Italian Carabinieri art police said Wednesday that they have recovered the letter in which Christopher Columbus announced the discovery of the 'new world'.
    The letter, which was stolen in Florence and then sold on in the United States, was produced in 1493 and is considered of enormous historical importance.
    The Columbus letter, which was stolen from Florence's Riccardiana library, was found in the United States Library of Congress in Washington D.C. The Congress library had bought it for around $400,000, although experts believe the document's real value is closer to $1 million. The United States agreed to return the letter after the Carabinieri art police told them its origins. Italian Culture Minister and US Ambassador John R. Phillips agreed that the precious document's return to Italy "is a symbolic fact that marks the friendship and total collaboration between our two countries".

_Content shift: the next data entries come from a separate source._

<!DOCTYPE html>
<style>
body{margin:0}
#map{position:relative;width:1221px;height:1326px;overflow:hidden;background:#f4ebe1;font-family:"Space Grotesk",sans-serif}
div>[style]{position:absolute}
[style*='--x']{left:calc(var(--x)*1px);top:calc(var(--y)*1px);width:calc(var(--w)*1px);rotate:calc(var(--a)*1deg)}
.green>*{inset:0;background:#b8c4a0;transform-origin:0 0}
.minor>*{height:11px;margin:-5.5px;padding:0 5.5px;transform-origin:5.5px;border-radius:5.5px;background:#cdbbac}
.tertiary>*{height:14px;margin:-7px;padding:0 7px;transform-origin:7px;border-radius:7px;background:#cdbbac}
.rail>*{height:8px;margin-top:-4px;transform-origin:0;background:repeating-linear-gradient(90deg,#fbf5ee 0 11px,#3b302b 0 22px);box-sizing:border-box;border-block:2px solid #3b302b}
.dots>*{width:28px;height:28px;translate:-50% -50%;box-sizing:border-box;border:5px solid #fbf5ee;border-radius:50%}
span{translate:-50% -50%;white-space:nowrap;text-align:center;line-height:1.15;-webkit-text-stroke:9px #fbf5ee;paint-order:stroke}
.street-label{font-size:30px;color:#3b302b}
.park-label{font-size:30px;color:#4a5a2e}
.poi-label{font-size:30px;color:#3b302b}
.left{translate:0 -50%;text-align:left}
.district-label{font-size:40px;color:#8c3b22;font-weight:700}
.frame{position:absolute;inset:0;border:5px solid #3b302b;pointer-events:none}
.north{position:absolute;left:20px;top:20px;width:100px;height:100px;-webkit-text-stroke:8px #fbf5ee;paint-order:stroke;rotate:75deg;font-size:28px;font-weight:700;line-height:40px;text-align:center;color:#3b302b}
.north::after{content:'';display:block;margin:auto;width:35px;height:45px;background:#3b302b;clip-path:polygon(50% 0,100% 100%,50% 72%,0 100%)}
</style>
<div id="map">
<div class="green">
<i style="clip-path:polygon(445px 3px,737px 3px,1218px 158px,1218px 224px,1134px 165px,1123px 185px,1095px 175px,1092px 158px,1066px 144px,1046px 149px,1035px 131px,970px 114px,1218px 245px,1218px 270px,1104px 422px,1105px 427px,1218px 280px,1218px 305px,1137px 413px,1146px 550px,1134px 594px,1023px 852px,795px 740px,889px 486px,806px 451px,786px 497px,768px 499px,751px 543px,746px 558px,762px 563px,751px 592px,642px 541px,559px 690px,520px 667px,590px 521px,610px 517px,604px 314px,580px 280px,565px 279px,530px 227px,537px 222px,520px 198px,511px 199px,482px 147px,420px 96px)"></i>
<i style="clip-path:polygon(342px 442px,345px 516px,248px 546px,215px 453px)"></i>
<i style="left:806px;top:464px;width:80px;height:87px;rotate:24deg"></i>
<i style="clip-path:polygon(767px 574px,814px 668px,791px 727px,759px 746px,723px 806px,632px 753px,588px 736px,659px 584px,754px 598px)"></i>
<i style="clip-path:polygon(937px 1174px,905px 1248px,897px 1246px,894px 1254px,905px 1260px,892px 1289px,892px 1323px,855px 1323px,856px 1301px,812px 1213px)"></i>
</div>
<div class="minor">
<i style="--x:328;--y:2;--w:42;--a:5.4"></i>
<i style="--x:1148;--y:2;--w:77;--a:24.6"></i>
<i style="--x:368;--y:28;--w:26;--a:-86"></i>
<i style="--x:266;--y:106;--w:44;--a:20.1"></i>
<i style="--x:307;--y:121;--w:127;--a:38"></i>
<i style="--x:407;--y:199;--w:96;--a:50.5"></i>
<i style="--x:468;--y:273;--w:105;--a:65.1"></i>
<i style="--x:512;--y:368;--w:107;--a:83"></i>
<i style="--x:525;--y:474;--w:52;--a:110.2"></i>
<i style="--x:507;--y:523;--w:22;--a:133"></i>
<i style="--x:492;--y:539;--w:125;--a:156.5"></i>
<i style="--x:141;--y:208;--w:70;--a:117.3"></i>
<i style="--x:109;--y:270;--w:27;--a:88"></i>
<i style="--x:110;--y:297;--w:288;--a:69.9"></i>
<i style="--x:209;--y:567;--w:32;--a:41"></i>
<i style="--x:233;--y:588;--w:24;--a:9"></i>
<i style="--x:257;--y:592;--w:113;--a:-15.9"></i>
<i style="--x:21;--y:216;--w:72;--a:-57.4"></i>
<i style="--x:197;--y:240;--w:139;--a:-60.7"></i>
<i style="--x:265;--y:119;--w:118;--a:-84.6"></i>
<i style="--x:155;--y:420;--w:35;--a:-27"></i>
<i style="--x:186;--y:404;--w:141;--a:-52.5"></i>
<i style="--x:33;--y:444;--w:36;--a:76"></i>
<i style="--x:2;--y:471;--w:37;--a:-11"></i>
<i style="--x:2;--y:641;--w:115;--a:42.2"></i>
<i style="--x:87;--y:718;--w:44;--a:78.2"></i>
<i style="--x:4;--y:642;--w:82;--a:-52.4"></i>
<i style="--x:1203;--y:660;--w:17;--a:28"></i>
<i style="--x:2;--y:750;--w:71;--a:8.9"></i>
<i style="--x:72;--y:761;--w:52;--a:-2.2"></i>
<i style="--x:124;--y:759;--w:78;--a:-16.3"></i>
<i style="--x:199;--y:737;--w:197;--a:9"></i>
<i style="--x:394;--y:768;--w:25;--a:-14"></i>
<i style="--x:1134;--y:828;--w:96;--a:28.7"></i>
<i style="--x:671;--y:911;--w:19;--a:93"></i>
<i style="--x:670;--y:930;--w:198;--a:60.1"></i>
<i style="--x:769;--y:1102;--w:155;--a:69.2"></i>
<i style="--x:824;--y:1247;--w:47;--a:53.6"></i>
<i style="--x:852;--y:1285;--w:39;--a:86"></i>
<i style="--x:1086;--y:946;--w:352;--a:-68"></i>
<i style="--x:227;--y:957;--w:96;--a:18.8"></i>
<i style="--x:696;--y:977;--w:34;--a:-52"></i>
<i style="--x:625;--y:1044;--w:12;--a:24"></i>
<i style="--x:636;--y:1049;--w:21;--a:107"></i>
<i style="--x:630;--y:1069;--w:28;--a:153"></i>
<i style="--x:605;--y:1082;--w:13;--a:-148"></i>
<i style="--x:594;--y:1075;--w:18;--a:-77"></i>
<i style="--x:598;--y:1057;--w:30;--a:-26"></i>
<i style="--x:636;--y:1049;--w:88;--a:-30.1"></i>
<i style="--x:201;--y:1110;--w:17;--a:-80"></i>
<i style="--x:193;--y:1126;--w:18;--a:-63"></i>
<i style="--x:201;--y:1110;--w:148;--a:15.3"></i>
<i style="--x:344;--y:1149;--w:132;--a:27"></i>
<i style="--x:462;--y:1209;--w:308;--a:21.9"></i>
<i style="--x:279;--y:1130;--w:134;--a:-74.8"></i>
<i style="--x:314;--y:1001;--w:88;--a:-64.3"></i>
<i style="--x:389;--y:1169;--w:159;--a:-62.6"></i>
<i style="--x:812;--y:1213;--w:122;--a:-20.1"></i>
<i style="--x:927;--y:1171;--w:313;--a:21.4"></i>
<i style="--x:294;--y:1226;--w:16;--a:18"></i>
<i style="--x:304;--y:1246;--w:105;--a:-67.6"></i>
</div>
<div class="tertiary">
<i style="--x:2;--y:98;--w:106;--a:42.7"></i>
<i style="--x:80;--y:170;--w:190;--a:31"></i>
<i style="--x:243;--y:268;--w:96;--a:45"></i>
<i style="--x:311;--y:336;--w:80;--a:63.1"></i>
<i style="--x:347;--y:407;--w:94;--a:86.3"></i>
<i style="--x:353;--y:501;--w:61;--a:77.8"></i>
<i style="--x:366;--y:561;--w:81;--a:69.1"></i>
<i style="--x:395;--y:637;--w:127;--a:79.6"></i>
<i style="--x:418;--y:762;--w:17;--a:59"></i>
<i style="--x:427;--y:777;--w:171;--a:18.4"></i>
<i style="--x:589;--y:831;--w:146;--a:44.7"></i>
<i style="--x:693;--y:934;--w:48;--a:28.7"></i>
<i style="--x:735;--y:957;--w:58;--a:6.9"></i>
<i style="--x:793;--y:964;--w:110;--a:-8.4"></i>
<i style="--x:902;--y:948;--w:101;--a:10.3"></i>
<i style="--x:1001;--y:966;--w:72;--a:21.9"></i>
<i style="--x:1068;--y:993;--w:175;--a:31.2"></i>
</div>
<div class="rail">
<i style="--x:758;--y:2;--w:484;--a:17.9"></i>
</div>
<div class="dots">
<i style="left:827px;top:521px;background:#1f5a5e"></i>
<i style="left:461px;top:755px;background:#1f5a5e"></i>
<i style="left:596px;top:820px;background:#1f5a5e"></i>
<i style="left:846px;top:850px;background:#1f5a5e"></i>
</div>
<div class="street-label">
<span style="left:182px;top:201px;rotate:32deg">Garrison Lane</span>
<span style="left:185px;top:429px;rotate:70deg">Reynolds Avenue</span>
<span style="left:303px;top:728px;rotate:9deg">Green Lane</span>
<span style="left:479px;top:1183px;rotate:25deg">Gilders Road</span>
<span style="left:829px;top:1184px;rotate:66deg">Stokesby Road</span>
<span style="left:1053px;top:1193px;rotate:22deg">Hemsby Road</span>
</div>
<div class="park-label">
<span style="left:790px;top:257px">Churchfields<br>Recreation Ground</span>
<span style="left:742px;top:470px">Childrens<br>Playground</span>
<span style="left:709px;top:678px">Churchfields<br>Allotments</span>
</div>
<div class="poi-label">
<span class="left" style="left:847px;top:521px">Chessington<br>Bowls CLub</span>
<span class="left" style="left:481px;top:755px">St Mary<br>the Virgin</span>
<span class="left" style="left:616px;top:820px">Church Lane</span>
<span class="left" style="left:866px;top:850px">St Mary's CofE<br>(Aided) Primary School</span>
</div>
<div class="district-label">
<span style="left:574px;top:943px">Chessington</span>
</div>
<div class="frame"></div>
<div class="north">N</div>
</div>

    "It is interesting how 500 years after the letter was written it has made the same trip back and forth from America," Franceschini said at a repatriation ceremony with Phillips in Rome. Columbus wrote the original, which contained his first impressions of people and the landscape in the so-called New World, to his sponsors King Ferdinand and Queen Isabella of Spain upon returning to Europe in 1493. Between then and 1501 the letter was translated into Latin and 14 to 16 printed copies were made and distributed, officials said at the ceremony. In 2012, agents with the Department of Homeland Security Investigations (HSI) got information that one of those copies had been stolen from Biblioteca Riccardiana in Florence and replaced with a forgery. It is not known exactly when the copy of the letter was stolen, but officials told journalists that a Swiss collector sold the missing document to an American counterpart in 1990. It was later sold on again and finally donated to the Library of Congress in 2004. HSI notified Italian officials, prompting a joint American-Italian investigation that culminated with Wednesday's handover.